Exercise: Reproduce the data exactly as given, except for any images.

Data shown:
*** Block opens ***
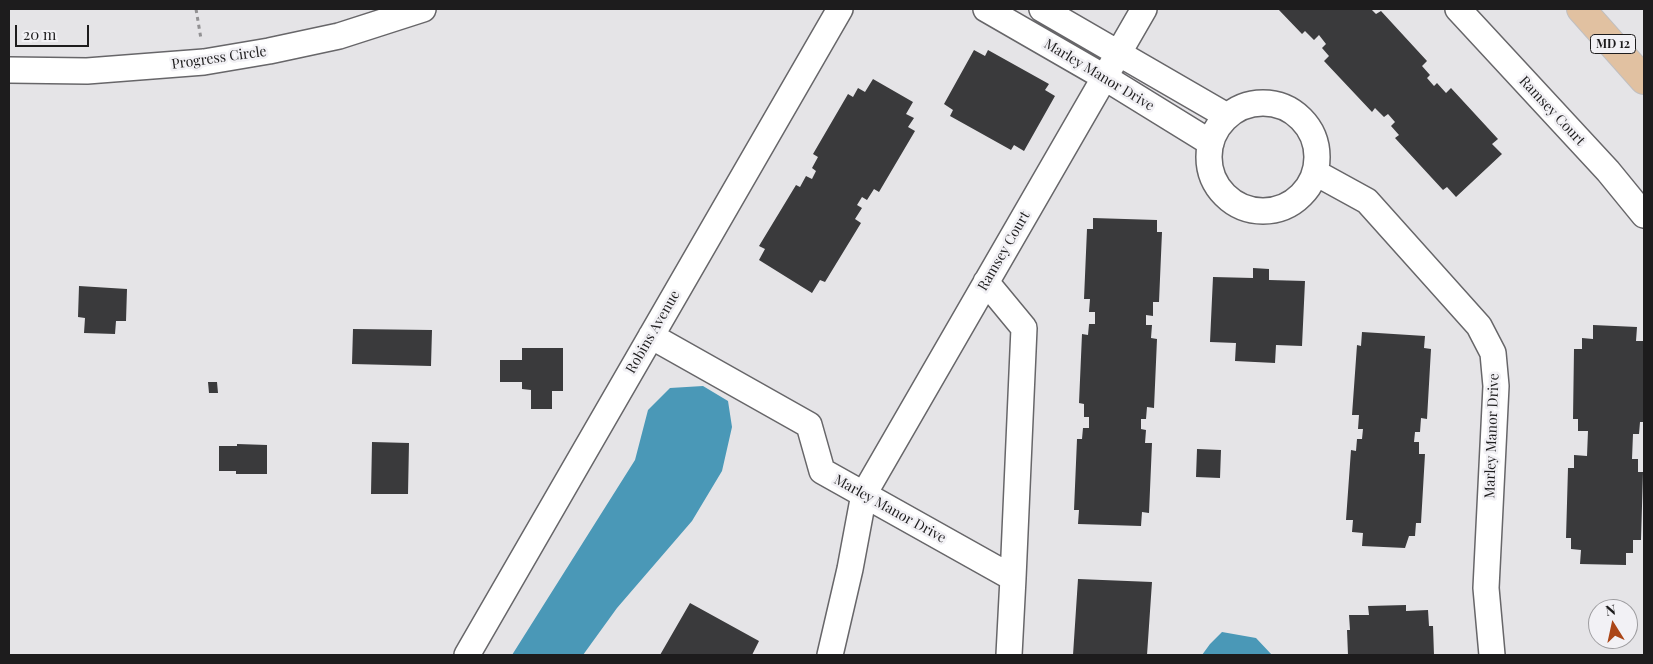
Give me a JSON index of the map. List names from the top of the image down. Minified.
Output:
{"streets":{"main road":["MD 12"],"street":["Progress Circle","Marley Manor Drive","Ramsey Court","Robins Avenue"]},"crossings":[["Marley Manor Drive","Ramsey Court"],["Marley Manor Drive","Robins Avenue"]],"scale_bar":"20 m","north":"top"}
*** Block closes ***
Solution to the problem:
Give me a JSON index of the map. List names from the top of the image down. Minified.
Output:
{"streets":{"main road":["MD 12"],"street":["Progress Circle","Marley Manor Drive","Ramsey Court","Robins Avenue"]},"crossings":[["Marley Manor Drive","Ramsey Court"],["Marley Manor Drive","Robins Avenue"]],"scale_bar":"20 m","north":"top"}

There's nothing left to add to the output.